The motivation behind a new political party in Solomon Islands is to get more women into parliament.
It's the first party since independence in 1978 with a charter focusing on women's issues.
It's called the 'Twelve Pillars to Peace and Prosperity Party' or TP4.
However, membership is not restricted to women, anyone who identifies with the 12 pillars contained in the party's charter are welcome to join.
Presenter: Geraldine Coutts
Speaker: Delma Nori founding member of the Twelve Pillars to Peace and Prosperity Party or TP4
NORI: A strong economy, fair education with gender balance, state security, healthy living, environment and full security infrastructure, a strong finance, good governance, lands, business and foreign investors, work and employment, family and religion.
COUTTS: Now that pretty well covers the full gamut of political social culture in Solomon Islands. But firstly we'll just go to one of them as women and gender balance, why do you think that you need a whole party dedicated to women in Solomon Islands?
NORI: Contrarily in fact this party was formed not only for women, but for men and youth and why I formed this party because other parties they're formed by men and a lot of issues that affect women I didn't see any in their platforms. For example, we tried to pave a way for women to go into parliament to decision making. I didn't see that in other parties. So I had to form that because I want to see ten temporarily, ten reserved seats where women fighting for this current government to include in their amendment constitution bill. But they just throw it away. So for that reason we have to form this party with some other women and even men to take it further. And not only that, we want to see a gender balance in decision making where only done by males, that's why I formed this new party and it's not a women's party anyway. It's for everyone, it's only women that initiated it.
COUTTS: When I was in Solomons Islands recently speaking to a number of the candidates, particularly the women intending candidates, they were saying that one of the most difficult things that they confront when they're running these campaigns is money or lack of access to money to run their campaigns. Is that something that you were finding with the launch of your political party?
NORI: Yeah that's a part of the problem but we need to work hard on it, for example when I launched this party I tell the people that we're going to do some fundraising, they're willing to come so towards the end of this month we might have a big fundraising to raise enough money to help our women. The other problem that we face last election is trying to run under any political party, but they didn't accept us so have the courtesy to reply to our application, let alone sponsoring them.

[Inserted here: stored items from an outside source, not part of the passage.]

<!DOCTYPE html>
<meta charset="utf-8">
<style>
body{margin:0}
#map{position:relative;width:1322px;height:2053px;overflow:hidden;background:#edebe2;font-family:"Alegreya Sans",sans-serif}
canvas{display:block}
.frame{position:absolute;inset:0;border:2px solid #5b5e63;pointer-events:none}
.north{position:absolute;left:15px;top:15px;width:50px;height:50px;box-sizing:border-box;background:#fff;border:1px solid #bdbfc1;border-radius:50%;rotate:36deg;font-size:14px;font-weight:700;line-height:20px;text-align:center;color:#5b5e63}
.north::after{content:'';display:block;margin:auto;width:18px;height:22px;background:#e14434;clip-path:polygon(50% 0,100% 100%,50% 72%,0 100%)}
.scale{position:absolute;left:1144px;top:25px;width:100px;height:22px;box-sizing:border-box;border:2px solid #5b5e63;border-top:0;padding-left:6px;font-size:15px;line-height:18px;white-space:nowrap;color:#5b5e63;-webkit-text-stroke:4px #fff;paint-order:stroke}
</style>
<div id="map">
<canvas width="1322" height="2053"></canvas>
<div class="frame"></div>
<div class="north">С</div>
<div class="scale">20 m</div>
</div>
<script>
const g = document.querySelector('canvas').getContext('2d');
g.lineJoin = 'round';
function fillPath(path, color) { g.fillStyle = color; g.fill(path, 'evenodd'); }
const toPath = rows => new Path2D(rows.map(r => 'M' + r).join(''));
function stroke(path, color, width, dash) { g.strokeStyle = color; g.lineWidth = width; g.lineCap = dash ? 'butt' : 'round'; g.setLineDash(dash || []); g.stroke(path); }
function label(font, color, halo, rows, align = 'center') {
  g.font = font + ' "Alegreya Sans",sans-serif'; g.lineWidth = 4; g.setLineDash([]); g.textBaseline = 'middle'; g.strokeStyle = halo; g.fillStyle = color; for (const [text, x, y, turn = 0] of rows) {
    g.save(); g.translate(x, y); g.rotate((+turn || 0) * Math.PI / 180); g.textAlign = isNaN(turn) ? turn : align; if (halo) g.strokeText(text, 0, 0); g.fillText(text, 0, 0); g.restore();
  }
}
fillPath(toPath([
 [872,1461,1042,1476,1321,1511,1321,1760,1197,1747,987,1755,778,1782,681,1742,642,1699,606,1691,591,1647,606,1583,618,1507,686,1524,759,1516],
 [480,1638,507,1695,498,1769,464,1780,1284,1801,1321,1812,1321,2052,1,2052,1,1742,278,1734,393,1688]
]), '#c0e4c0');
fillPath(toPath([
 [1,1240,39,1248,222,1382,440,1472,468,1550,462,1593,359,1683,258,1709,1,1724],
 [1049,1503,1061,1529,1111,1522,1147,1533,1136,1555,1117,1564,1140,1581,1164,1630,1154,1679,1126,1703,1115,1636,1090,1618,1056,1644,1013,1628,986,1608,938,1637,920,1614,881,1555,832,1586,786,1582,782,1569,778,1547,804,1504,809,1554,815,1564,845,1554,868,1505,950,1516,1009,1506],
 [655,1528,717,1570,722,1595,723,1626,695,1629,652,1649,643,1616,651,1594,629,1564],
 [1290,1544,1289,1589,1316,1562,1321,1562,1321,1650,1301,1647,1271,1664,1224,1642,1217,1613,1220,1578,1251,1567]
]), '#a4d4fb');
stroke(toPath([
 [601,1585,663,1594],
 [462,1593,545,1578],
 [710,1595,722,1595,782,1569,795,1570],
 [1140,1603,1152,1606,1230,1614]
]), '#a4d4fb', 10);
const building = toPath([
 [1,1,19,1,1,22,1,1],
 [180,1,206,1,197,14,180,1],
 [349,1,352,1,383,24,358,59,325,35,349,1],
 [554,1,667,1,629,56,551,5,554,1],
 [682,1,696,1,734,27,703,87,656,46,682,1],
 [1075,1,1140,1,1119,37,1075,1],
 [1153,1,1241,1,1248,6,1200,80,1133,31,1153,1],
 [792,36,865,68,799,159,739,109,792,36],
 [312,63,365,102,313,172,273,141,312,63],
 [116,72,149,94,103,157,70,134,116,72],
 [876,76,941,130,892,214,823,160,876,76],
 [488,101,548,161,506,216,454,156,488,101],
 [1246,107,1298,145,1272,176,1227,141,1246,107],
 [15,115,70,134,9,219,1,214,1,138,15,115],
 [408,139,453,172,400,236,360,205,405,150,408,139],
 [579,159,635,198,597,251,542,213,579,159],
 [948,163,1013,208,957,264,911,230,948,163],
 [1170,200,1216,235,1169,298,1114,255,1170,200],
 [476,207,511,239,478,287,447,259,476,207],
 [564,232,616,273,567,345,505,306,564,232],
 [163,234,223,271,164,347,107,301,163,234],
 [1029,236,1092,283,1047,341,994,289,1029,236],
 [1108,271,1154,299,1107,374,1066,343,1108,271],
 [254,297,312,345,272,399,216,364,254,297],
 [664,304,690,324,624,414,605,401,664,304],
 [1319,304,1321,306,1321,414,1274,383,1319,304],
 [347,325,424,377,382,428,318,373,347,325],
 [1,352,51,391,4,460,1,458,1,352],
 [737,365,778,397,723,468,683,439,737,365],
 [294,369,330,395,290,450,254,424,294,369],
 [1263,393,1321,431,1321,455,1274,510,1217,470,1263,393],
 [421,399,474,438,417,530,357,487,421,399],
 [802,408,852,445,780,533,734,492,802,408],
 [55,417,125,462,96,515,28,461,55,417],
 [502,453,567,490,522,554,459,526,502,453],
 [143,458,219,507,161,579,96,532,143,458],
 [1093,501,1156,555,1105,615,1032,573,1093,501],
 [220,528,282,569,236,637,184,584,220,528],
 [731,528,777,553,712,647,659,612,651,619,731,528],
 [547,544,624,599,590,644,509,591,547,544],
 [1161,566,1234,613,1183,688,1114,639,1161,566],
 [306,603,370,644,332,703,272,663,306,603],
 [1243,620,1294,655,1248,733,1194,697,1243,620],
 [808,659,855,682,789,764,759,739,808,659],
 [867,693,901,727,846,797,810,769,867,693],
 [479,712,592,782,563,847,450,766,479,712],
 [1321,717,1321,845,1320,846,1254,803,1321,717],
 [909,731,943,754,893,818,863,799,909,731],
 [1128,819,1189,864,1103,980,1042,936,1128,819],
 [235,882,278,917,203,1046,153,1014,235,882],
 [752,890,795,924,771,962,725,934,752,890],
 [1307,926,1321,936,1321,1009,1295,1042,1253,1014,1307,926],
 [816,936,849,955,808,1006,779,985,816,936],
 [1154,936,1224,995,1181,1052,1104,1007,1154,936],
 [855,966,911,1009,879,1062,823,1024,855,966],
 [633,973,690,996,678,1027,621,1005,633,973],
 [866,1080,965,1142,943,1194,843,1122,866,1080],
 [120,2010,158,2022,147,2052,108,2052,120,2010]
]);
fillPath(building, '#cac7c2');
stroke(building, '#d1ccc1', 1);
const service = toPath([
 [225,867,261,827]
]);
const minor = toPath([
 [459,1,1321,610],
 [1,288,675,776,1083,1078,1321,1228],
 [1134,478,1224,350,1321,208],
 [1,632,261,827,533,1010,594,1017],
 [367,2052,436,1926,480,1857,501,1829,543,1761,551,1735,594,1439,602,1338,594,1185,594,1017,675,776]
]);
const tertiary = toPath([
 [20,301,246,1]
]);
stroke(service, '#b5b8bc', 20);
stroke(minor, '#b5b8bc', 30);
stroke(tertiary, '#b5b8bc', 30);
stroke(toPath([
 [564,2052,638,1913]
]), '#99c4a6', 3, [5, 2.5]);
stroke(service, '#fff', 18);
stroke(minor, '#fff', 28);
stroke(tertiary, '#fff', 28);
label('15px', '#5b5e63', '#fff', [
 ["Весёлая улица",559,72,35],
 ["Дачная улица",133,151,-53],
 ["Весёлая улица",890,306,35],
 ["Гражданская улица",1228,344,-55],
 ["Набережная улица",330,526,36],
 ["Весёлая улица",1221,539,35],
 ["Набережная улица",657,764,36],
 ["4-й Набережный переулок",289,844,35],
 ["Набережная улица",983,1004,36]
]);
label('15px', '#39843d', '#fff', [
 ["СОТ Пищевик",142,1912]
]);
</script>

COUTTS: Women, not just in the Pacific Islands and particularly Solomon Islands, but in most countries are at least 51 per cent of the national population. Do you think that women will identify with your party and what you're trying to do?
NORI: At the moment after the launching of the party the people are coming up and a lot of women are coming and seeing me about it and now looking at the pictures because they are the ones that are most affected by this declining economy in Solomon Islands. And we have a lot of women going into other areas, prostitution and something like that because they have nothing. So now they see what we are trying, women are striving for to help them and to help the population of Solomon Islands who are the grassroots people, because they're the majority, because the resources we have here they only benefit a few people.
COUTTS: Now you mentioned that you wanted to have included in the government policies that are gender friendly policies, can you just give us a description of some of those policies?
NORI: The policies that I was talking about were like fair education, the other one was employment, the other one is business and of course with family and religion were all dominated by men.
COUTTS: In some of these cases and you quite often hear women saying that their biggest opponents aren't actually other men but they're other women. Is that what you're finding as well?
NORI: Yeah that one it's very true, but then we have to work hard with women to organise them and now we have women coming out. I mean after doing some awareness, why we need women in parliament because all along these women they have been brainwashed by our people that only men can take the leading role. But after having some awareness programs and workshop with these women and also with men and now they're realising yes we need women in the parliament.
COUTTS: Do you think that you'll be successful given that the opposition and the hurdles that you're fronted by?
NORI: It's something I just have to tackle it. We have to tackle all these problems and try to convince the people why we need women in there and of course we will have strong opposition by men and now some of the parties they are threatened because when I launched the party and they feel threatened and they say if I mobilise the women because we have the numbers, they might cause problems to them.
COUTTS: Now then you are married to a fairly famous person in Solomon Island politics, Andrew Nori, and he's a lawyer, but he was also prominent as a spokesman for the Malaita Eagle Force. Does that help or hinder you that kind of profile that you're associated with?
NORI: No, in fact he has his own party, the PAP Party and he's busy with his own party. And I'm busy with my own party and he was asking me why I didn't join up, and I gave him the reasons. No, he will not be a hindrance to our movement.
COUTTS: So you'd be running against each other in the same seat?
NORI: No he's running in a different constituency and I'm running in a different constituency.
COUTTS: How many people have signed up to your party already?
NORI: Most of them we have here is women.
COUTTS: How many?
NORI: So far we have people who already sign as members in the party, more than 100 people. There are people still coming, they want to be a member of this party. They're all mixed; youth, women and men as well.